>>>>>

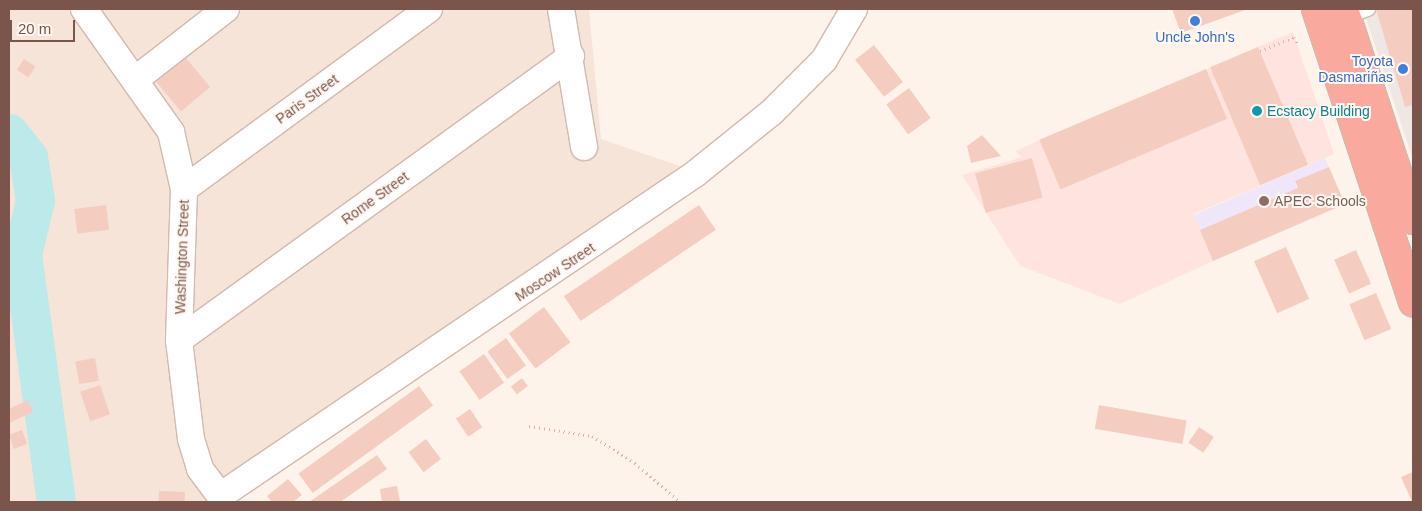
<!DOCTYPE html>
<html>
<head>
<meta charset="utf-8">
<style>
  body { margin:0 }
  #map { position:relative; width:1422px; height:511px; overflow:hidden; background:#fef3ea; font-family:Arial,sans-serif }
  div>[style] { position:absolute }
  .residential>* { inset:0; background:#f6e4d8 }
  .commercial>* { inset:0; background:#fee3de }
  .industrial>* { inset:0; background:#efe7e3 }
  .education>* { inset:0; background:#f0e6fa }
  .river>* { height:39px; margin:-19.5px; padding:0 19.5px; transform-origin:19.5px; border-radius:19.5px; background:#bce9e9 }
  .building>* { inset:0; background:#f5cdc0; transform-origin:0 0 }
  .path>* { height:3px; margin-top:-1.5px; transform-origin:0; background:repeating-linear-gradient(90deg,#dbb0a2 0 1px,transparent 0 5px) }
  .roads { filter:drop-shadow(1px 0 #d2b9ae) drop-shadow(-1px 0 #d2b9ae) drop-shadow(0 1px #d2b9ae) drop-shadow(0 -1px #d2b9ae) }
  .lane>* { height:14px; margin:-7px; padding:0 7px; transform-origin:7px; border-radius:7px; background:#fff }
  .street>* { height:26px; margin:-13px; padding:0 13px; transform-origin:13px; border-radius:13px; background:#fff }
  .highway>* { height:28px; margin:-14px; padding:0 14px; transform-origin:14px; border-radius:14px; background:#faa99e }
  .dots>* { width:14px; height:14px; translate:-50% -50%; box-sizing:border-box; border:2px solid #fff8f2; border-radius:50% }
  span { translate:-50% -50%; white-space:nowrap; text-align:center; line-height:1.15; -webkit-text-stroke:4px #fff8f2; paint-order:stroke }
  .shop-label { font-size:14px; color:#366cbe }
  .right { translate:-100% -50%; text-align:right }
  .street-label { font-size:14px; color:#7b554b }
  .culture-label { font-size:14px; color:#0d838f }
  .left { translate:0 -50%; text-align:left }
  .education-label { font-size:14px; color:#785e54 }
  .frame { position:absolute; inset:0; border:10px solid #7b554b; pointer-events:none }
  .scale { position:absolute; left:10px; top:20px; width:65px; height:22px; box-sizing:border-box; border:2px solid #7b554b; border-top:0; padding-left:6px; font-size:15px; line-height:18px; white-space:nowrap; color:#7b554b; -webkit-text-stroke:4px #fff8f2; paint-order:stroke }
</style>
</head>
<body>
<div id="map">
  <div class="residential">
    <i style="clip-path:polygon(9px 9px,589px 9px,601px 139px,712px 177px,215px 502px,9px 502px)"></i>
  </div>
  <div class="commercial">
    <i style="clip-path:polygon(1293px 32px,1334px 154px,1194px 214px,1213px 261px,1120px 304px,1020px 266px,962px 175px,1022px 157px,1015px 151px)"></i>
  </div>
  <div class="industrial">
    <i style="clip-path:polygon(1363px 9px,1413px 9px,1413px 160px)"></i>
  </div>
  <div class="education">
    <i style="clip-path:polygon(1325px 158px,1329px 167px,1295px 182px,1311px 219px,1213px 261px,1194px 215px)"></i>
  </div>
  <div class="river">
    <i style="left:9px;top:133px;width:31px;rotate:52deg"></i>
    <i style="left:28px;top:157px;width:44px;rotate:80.8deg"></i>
    <i style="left:35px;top:200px;width:56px;rotate:103.5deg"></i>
    <i style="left:22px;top:254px;width:250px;rotate:82.2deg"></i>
  </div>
  <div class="building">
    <i style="clip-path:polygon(1172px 9px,1248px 9px,1181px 33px)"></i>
    <i style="clip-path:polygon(1376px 9px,1413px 9px,1413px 105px,1405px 107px)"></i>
    <i style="left:874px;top:45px;width:47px;height:24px;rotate:52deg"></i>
    <i style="left:1258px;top:47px;width:128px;height:52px;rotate:67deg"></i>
    <i style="left:180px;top:51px;width:47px;height:38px;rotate:50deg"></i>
    <i style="left:24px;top:59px;width:14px;height:13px;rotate:34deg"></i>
    <i style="left:1206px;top:69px;width:54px;height:181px;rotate:67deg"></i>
    <i style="left:909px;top:88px;width:37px;height:28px;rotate:54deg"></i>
    <i style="clip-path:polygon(982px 135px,1001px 156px,971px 163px,967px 146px)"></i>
    <i style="left:1032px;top:158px;width:41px;height:59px;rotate:75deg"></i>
    <i style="clip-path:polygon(1329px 167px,1345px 204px,1213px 261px,1200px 230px,1298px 188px,1295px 181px)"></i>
    <i style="left:106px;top:205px;width:25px;height:32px;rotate:83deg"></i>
    <i style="left:699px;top:205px;width:30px;height:163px;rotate:56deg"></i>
    <i style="left:1286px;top:247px;width:57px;height:35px;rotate:66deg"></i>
    <i style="left:1356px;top:250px;width:37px;height:24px;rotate:66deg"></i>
    <i style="left:1376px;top:293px;width:39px;height:29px;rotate:67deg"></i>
    <i style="left:544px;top:307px;width:44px;height:44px;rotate:53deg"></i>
    <i style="left:506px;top:338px;width:34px;height:23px;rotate:54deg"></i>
    <i style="left:484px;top:354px;width:35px;height:30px;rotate:55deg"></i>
    <i style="left:95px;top:358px;width:23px;height:20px;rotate:80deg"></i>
    <i style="left:522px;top:378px;width:10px;height:14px;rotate:53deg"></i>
    <i style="left:100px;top:385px;width:31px;height:21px;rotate:71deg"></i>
    <i style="left:419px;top:386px;width:24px;height:149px;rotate:54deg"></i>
    <i style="clip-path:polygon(28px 400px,33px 412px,9px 423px,9px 409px)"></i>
    <i style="left:1099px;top:405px;width:89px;height:24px;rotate:10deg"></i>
    <i style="left:470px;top:409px;width:22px;height:17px;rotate:56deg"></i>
    <i style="left:1199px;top:427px;width:18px;height:19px;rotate:34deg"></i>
    <i style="left:22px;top:430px;width:15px;height:14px;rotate:70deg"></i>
    <i style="left:426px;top:439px;width:25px;height:22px;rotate:53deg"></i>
    <i style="clip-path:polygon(377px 455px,387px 469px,349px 496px,340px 502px,309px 502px)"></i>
    <i style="clip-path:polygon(1413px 472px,1413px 502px,1412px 502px,1401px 477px)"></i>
    <i style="clip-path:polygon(288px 479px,302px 495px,293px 502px,272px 502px,267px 496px)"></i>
    <i style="clip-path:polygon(397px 486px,400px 501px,382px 502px,380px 489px)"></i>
    <i style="left:159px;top:491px;width:26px;height:11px;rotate:2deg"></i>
  </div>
  <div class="path">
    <i style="left:1260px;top:51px;width:37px;rotate:-22deg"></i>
    <i style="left:1294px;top:37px;width:8px;rotate:67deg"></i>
    <i style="left:529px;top:426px;width:64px;rotate:9deg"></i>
    <i style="left:592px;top:436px;width:51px;rotate:32.1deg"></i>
    <i style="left:635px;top:463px;width:60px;rotate:40.9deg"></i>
  </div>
  <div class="roads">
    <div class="lane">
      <i style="left:1344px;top:18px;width:26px;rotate:-21deg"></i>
    </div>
    <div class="street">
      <i style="left:84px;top:9px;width:151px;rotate:54.7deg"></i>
      <i style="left:171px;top:132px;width:58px;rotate:77.2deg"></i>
      <i style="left:184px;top:189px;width:151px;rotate:91.9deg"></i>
      <i style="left:179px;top:340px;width:100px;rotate:83.1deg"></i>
      <i style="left:191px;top:439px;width:31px;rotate:73deg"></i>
      <i style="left:200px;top:469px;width:34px;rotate:53deg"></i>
      <i style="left:220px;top:496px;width:574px;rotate:-34.13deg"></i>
      <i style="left:695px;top:174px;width:97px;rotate:-38.8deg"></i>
      <i style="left:771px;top:113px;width:75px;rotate:-45deg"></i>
      <i style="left:824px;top:60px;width:59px;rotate:-59.5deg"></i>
      <i style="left:561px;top:9px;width:140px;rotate:80.5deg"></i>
      <i style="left:136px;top:79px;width:114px;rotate:-37.9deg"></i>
      <i style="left:184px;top:189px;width:304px;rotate:-36.3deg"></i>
      <i style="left:179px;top:340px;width:484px;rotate:-35.9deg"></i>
    </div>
    <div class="highway">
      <i style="left:1316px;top:9px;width:309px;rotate:71.7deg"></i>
      <i style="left:1344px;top:9px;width:222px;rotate:71.9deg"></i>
    </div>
  </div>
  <div class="dots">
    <i style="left:1195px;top:21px;background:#3f7fe0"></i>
    <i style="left:1403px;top:69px;background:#3f7fe0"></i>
    <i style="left:1257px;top:111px;background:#0f9aa8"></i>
    <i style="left:1264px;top:201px;background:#8d6e63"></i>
  </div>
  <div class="shop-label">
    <span style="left:1195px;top:37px">Uncle John's</span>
    <span class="right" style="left:1393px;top:69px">Toyota<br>Dasmariñas</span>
  </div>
  <div class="street-label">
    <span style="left:307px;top:99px;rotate:-36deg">Paris Street</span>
    <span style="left:375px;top:198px;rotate:-36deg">Rome Street</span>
    <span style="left:182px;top:257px;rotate:-88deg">Washington Street</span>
    <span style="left:555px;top:272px;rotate:-34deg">Moscow Street</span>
  </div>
  <div class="culture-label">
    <span class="left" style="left:1267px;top:111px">Ecstacy Building</span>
  </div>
  <div class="education-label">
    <span class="left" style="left:1274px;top:201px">APEC Schools</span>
  </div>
  <div class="frame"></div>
  <div class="scale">20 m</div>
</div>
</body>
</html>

<<<<<

> _WHAT YOU SHOULD DO_
From the first line above through the line containing "width:14px; height:14px; translate:-50%", copy everything exactly, without the pictures.

> _EXERCISE RESPONSE_
<!DOCTYPE html>
<html>
<head>
<meta charset="utf-8">
<style>
  body { margin:0 }
  #map { position:relative; width:1422px; height:511px; overflow:hidden; background:#fef3ea; font-family:Arial,sans-serif }
  div>[style] { position:absolute }
  .residential>* { inset:0; background:#f6e4d8 }
  .commercial>* { inset:0; background:#fee3de }
  .industrial>* { inset:0; background:#efe7e3 }
  .education>* { inset:0; background:#f0e6fa }
  .river>* { height:39px; margin:-19.5px; padding:0 19.5px; transform-origin:19.5px; border-radius:19.5px; background:#bce9e9 }
  .building>* { inset:0; background:#f5cdc0; transform-origin:0 0 }
  .path>* { height:3px; margin-top:-1.5px; transform-origin:0; background:repeating-linear-gradient(90deg,#dbb0a2 0 1px,transparent 0 5px) }
  .roads { filter:drop-shadow(1px 0 #d2b9ae) drop-shadow(-1px 0 #d2b9ae) drop-shadow(0 1px #d2b9ae) drop-shadow(0 -1px #d2b9ae) }
  .lane>* { height:14px; margin:-7px; padding:0 7px; transform-origin:7px; border-radius:7px; background:#fff }
  .street>* { height:26px; margin:-13px; padding:0 13px; transform-origin:13px; border-radius:13px; background:#fff }
  .highway>* { height:28px; margin:-14px; padding:0 14px; transform-origin:14px; border-radius:14px; background:#faa99e }
  .dots>* { width:14px; height:14px; translate:-50% -50%; box-sizing:border-box; border:2px solid #fff8f2; border-radius:50% }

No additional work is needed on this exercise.